Greenpeace lawyer Andrei Suchkov told Interfax last week that the Investigations Committee had declined to authorize the issuance of visas to enable an Arctic Sunrise crewmember to leave Russia.
The Federal Migration Service's Department for St. Petersburg earlier reported that it can only issue transit visas to the foreign activists with the approval of the investigators.
Tatyana Vasilyeva, press officer for the Russian office of Greenpeace, told Interfax in early December that the foreign members of the Arctic Sunrise crew had requested that the Russian authorities issue them visas so that they could leave Russia.
Vasilyeva said the foreign members of the crew (26 people from 17 countries) had received their passports back. "However, they do not have visas to leave Russia. They are still in a hotel in St. Petersburg," she said.

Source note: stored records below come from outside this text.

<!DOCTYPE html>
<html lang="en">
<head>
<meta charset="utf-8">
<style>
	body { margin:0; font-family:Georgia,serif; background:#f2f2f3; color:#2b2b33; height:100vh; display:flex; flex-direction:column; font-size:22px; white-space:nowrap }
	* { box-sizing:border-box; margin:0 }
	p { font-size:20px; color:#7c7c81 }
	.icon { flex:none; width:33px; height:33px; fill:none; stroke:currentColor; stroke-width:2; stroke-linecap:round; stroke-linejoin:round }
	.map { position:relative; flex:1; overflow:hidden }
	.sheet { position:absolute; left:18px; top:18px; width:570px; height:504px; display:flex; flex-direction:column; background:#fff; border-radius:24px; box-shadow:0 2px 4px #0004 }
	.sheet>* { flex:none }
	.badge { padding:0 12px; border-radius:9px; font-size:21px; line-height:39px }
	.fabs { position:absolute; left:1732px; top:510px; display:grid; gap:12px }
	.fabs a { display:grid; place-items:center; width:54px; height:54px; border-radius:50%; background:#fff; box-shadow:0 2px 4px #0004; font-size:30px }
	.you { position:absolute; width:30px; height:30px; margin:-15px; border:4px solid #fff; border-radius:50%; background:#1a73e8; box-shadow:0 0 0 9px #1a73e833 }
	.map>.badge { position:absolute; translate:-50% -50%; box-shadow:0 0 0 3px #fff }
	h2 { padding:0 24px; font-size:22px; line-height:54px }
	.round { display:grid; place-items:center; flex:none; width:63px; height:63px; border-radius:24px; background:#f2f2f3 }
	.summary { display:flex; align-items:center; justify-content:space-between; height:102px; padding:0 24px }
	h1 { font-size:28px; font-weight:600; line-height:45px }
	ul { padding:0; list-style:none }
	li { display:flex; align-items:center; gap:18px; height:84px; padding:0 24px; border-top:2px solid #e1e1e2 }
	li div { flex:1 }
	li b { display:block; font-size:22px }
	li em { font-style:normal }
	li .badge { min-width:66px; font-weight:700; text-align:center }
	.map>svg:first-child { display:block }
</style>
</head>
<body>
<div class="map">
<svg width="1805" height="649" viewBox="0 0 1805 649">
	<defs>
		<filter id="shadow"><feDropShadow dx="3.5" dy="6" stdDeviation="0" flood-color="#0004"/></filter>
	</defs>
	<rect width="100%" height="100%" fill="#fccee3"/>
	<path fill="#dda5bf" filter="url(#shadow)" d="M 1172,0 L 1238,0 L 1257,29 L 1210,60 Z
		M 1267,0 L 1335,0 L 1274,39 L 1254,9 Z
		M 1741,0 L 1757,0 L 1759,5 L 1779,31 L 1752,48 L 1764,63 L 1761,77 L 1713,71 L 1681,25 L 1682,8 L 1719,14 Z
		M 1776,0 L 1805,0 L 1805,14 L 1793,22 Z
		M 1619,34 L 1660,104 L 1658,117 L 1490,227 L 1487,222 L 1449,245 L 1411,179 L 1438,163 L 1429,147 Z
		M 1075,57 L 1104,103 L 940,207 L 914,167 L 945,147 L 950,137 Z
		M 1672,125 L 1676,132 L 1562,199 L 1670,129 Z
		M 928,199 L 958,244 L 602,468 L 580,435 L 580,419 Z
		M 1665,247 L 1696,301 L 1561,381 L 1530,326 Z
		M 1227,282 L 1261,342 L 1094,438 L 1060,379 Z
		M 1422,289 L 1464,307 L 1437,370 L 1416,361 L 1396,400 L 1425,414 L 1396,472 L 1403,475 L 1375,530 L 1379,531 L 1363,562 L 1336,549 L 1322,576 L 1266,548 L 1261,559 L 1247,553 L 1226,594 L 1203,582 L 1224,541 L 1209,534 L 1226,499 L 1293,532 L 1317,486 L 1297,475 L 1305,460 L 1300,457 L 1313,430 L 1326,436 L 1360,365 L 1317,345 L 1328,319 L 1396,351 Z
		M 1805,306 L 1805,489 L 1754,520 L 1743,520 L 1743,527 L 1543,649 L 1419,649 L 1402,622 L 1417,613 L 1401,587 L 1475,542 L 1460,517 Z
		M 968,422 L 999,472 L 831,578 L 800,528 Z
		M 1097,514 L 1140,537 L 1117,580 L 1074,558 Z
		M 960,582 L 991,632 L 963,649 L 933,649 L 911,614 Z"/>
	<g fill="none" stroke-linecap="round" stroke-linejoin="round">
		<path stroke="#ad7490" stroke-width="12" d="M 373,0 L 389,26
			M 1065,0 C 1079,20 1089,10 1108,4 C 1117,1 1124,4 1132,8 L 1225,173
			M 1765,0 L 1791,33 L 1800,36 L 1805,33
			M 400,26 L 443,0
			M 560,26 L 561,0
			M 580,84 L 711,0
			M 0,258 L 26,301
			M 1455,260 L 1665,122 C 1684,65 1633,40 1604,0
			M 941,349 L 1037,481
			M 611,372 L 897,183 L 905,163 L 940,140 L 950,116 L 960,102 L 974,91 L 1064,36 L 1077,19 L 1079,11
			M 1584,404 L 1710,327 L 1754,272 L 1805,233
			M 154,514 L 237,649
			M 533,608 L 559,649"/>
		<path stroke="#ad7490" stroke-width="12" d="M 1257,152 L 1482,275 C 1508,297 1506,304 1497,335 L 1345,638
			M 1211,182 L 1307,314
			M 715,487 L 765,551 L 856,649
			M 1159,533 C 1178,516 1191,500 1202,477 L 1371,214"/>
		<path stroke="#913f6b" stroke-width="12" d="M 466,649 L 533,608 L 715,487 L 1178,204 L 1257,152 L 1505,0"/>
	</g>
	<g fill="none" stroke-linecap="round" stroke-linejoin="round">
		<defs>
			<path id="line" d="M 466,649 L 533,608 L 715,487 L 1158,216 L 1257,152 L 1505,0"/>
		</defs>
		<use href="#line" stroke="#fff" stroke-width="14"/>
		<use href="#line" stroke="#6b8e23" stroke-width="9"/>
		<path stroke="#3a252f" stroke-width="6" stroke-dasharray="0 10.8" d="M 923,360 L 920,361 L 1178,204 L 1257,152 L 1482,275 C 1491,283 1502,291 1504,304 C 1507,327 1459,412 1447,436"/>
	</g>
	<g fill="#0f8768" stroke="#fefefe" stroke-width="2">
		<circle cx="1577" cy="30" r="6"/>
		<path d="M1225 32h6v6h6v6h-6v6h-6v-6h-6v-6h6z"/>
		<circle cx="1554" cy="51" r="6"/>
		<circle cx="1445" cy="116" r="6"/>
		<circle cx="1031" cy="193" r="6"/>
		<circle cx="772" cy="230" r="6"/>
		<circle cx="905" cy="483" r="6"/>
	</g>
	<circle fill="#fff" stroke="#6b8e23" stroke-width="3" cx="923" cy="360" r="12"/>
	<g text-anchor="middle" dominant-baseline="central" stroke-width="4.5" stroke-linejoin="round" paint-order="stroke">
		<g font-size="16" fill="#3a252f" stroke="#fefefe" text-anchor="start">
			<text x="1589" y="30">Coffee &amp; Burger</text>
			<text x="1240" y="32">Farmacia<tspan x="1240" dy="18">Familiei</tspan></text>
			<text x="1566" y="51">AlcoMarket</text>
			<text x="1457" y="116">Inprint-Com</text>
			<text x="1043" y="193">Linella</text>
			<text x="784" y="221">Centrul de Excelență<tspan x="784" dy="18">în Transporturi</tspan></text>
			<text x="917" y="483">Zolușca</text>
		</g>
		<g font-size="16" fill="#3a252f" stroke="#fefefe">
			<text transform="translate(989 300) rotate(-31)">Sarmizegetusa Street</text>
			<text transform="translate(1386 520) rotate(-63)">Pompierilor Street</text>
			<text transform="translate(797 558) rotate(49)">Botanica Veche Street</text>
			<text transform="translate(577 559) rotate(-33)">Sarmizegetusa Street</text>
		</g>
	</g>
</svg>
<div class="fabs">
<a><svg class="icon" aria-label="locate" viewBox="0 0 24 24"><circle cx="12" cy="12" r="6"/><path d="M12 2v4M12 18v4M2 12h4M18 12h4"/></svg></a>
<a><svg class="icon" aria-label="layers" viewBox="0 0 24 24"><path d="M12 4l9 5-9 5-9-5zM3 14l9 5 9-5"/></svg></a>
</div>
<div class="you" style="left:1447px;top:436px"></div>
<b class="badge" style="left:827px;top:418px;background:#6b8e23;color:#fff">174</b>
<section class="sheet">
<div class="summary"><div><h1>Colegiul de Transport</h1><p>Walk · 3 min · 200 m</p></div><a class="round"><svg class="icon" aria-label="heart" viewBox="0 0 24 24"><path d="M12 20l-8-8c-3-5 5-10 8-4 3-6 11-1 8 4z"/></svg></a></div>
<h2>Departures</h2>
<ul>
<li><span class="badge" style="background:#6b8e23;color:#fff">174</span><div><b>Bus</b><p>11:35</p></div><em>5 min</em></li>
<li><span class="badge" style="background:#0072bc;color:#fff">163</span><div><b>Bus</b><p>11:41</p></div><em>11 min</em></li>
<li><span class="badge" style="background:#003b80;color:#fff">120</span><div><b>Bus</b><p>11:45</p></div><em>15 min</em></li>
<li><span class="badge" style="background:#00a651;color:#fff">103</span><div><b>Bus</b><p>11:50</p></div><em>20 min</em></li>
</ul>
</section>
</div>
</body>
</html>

The Arctic Sunrise crewmembers have now been released on bail and are now in St. Petersburg. "Of course, St. Petersburg is a beautiful city, but it's not a home city for everyone. They all would like to celebrate the holidays at home with their families, with their relatives," Greenpeace lawyer Anton Beneslavsky earlier told Interfax.
The Russian Coast Guard stopped the Arctic Sunrise vessel operated by Greenpeace in the Pechora Sea on September 19 after some environmentalists attempted to protest against oil extraction on the Prirazlomnaya drilling platform. The Arctic Sunrise was towed to Murmansk on September 24. It was carrying a crew composed of thirty citizens of several countries, including three Russian citizens.
The environmentalists were accused of piracy and sentenced to two months in custody. The Investigations Committee later reclassified their actions as hooliganism. Initially, all detainees were kept in detention facilities in Murmansk. They were transferred to St. Petersburg on November 12.
On November 18-28, St. Petersburg courts released the Arctic Sunrise crewmembers on a two-million-ruble ($60,500) bail each.
Sergei Tsyplenkov, the head of the Russian office of Greenpeace, earlier said that the environmentalists intended to put a banner on the oilrig to draw public attention to issues relating to the protection of environment in the Arctic. The Russian authorities called the protest a deliberate act of provocation.